Application security

Researchers spot ZIP spam spike

Spammers have turned to ZIP files to push pump-and-dump scam emails past filters, researchers said this week.

Commtouch’s lab disclosed on Tuesday that spammers are distributing email runs with ZIP files containing a text file with a stock promotion. The attachments are sometimes password-protected, according to Commtouch.

The files, however, cannot be opened by common ZIP file utilities built into Windows operating systems, and require compression tools like winrar. The use of an uncommon application may either be a strategy to bypass filters or an error by the spammer, according to Commtouch.

The Israel-based firm noted that the spam’s subjects often contain words like invitation, alert, notice, unpaid, article, invoice and document, as well as empty subjects.

Menashe Eliezer, head of the spam detection lab at Commtouch, told SCMagazine.com today that the ZIP files are checking for niche groups to attack.
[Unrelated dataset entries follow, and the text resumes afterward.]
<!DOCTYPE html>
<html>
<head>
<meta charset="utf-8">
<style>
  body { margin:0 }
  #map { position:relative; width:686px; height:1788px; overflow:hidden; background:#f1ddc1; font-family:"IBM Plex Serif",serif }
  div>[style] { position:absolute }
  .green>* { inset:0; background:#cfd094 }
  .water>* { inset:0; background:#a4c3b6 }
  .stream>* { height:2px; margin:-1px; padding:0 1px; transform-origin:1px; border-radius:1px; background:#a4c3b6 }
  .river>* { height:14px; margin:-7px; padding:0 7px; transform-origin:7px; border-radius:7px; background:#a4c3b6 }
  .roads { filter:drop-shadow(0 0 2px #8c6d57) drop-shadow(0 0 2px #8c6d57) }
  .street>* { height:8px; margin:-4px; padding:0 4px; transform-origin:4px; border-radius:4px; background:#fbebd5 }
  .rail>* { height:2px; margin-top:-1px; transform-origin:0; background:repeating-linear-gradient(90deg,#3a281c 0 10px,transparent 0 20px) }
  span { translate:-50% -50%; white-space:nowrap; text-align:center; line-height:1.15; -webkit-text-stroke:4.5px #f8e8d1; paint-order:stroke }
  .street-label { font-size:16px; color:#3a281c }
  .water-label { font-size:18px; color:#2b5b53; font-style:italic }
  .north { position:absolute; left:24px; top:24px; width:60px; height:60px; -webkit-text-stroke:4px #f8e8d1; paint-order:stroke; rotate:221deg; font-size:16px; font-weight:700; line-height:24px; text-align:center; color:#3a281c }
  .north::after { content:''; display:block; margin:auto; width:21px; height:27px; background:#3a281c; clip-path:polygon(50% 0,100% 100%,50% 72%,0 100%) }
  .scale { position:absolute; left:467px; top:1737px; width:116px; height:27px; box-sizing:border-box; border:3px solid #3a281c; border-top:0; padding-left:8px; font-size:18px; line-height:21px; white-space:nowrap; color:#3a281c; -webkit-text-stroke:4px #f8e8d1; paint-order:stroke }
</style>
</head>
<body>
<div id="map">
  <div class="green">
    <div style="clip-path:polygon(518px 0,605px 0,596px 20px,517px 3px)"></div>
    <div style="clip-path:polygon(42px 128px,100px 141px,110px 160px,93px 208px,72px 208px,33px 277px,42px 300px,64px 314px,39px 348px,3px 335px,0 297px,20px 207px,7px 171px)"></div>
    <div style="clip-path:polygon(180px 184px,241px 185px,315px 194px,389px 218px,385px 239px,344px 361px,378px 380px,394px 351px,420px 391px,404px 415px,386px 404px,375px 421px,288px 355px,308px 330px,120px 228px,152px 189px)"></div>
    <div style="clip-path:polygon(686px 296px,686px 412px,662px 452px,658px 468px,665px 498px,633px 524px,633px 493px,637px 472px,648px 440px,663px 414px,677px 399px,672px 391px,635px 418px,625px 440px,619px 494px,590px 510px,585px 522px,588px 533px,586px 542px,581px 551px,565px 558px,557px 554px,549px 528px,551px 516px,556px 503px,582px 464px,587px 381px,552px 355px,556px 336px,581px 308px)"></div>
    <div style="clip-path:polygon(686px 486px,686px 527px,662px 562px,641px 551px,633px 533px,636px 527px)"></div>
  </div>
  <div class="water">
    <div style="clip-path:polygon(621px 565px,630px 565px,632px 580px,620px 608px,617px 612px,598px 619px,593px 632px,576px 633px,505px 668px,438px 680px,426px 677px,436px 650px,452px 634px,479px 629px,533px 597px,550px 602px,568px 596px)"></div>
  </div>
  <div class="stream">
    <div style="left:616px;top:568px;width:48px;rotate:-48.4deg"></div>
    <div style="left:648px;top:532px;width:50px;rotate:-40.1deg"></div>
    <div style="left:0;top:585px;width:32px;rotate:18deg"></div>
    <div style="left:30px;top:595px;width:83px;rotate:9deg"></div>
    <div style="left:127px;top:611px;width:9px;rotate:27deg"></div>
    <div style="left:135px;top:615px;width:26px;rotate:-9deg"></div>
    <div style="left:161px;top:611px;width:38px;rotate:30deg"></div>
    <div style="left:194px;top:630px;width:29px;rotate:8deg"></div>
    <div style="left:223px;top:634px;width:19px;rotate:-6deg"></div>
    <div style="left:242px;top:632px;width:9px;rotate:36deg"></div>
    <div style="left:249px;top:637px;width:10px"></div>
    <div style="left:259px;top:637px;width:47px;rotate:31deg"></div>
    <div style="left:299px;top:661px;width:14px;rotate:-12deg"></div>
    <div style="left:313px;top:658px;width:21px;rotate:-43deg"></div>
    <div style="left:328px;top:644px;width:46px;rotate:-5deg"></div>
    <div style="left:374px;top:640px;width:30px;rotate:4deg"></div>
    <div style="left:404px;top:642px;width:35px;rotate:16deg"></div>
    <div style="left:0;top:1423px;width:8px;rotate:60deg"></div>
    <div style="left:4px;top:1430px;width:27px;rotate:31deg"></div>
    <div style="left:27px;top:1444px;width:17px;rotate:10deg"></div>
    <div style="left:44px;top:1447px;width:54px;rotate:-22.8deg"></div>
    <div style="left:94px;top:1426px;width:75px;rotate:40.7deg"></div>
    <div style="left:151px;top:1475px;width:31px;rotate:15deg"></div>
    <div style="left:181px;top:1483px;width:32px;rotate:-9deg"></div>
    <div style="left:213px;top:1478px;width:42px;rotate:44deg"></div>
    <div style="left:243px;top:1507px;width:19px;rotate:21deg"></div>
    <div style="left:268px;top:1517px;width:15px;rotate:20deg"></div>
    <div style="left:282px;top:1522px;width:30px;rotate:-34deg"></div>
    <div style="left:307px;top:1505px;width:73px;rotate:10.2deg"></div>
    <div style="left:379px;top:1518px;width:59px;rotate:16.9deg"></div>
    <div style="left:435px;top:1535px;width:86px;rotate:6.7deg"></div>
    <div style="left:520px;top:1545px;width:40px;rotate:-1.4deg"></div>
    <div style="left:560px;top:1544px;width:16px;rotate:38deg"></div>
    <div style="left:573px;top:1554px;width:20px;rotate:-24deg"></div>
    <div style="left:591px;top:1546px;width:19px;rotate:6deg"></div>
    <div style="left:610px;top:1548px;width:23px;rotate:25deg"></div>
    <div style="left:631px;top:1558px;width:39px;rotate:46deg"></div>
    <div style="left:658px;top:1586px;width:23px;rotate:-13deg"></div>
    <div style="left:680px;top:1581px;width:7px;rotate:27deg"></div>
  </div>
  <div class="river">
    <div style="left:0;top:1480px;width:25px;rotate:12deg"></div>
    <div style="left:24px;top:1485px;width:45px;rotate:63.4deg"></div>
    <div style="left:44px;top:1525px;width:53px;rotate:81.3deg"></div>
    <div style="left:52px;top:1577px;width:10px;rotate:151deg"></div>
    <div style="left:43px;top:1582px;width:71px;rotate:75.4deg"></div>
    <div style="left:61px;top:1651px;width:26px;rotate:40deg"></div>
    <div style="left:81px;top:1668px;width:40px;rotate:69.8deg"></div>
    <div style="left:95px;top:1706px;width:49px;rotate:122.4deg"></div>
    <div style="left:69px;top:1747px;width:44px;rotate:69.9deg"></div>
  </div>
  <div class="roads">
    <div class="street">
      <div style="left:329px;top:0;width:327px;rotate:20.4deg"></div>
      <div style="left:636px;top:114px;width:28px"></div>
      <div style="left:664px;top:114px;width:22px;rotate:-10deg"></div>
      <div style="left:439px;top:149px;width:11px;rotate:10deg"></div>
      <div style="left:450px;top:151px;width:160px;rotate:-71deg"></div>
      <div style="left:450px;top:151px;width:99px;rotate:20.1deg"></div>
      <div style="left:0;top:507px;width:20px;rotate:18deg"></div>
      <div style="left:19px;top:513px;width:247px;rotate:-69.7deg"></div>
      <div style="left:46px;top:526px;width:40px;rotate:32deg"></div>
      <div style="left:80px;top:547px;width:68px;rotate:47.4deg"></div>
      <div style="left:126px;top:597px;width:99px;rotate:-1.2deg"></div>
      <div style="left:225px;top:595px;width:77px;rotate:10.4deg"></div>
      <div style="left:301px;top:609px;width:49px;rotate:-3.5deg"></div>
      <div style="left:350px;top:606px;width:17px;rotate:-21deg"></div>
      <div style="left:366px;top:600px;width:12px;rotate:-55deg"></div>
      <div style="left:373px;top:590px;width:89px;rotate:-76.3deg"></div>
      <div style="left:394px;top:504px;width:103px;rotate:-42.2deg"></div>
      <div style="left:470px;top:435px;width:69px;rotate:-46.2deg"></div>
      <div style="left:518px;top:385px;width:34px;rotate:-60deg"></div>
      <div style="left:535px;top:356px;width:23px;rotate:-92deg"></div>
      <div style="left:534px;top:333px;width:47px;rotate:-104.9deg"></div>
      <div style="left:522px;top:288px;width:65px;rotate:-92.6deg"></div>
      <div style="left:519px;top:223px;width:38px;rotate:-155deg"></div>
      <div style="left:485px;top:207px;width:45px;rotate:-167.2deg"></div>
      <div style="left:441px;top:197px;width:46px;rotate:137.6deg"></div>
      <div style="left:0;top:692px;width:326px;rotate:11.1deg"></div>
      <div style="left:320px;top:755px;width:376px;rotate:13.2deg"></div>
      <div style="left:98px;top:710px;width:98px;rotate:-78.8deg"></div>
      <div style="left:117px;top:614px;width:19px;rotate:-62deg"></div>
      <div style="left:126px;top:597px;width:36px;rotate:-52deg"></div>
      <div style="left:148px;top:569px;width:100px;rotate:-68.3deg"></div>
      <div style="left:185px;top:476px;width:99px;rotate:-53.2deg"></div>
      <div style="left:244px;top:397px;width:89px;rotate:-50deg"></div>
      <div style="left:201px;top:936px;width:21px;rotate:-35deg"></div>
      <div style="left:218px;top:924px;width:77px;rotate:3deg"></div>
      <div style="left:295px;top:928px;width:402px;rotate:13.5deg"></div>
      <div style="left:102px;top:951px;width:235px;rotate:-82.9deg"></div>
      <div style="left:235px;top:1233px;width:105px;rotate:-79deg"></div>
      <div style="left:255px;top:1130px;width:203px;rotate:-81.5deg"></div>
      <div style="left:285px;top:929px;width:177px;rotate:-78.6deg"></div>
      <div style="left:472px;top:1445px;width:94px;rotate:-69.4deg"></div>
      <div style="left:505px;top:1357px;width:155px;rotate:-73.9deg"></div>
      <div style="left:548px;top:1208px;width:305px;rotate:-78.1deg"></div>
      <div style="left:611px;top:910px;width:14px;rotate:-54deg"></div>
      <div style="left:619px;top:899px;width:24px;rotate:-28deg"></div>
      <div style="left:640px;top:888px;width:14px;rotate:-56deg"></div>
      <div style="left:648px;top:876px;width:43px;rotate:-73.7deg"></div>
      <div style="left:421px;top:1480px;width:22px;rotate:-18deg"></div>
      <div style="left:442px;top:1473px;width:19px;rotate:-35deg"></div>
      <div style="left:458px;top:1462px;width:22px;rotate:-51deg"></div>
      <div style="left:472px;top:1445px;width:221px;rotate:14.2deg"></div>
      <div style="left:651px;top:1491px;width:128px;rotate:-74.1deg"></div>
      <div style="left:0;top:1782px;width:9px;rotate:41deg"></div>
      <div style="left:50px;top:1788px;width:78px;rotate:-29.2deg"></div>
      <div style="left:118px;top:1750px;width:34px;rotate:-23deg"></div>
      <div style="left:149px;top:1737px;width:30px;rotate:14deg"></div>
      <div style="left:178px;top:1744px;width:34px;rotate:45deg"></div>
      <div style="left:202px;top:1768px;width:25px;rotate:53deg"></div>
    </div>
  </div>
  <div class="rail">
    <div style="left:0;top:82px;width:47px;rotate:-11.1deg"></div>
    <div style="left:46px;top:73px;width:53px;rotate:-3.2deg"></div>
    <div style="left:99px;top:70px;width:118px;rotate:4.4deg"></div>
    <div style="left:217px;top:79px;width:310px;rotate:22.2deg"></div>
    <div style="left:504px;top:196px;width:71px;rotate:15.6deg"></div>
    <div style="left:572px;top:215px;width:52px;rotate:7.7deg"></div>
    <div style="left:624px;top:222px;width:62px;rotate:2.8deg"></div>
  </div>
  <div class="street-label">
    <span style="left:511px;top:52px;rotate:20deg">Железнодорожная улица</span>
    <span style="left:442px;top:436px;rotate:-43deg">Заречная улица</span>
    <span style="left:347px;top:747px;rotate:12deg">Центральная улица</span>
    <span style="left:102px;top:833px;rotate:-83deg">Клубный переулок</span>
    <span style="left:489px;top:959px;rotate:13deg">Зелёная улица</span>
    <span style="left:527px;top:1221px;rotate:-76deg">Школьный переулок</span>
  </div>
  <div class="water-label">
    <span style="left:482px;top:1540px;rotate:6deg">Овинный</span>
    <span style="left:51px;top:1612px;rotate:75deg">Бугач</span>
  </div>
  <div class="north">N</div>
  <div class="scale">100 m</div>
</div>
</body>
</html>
"It works to bypass traditional anti-spam solutions, were end users might have an application for using a ZIP file," he said. "[The attacks] seem to go across the board and see the differences in some areas, then they check what kind of attack is most successful in bypassing anti-spam solutions."

Researchers at Sophos today called the ZIP spam a "strange example of a different file format" on the lab’s blog.

"RAR is a, relatively, popular proprietary archive format that has many plus points as an archiver. However, the minus points are that it is not universally installed or available to the majority of computer users," Sophos researches posted on the company blog. "By using RAR, the spammers have effectively shot themselves in the foot as the number of people capable of extracting the archive, and reading the spam message, has been greatly reduced."

Last week, Commtouch’s researchers spotted junk mailers using Excel files to bypass filters in pump-and-dump stock scams.

At the time, Amir Lev, Commtouch chief technology officer, told SCMagazine.com that the use of Excel files is "a natural progression," and said that he expected the trend to continue using PowerPoint or Word documents to package unwanted mail.

Last month, Commtouch researchers reported a spike in PDF spam that, because of the size of the messages used, increased global spam traffic by as much as a third.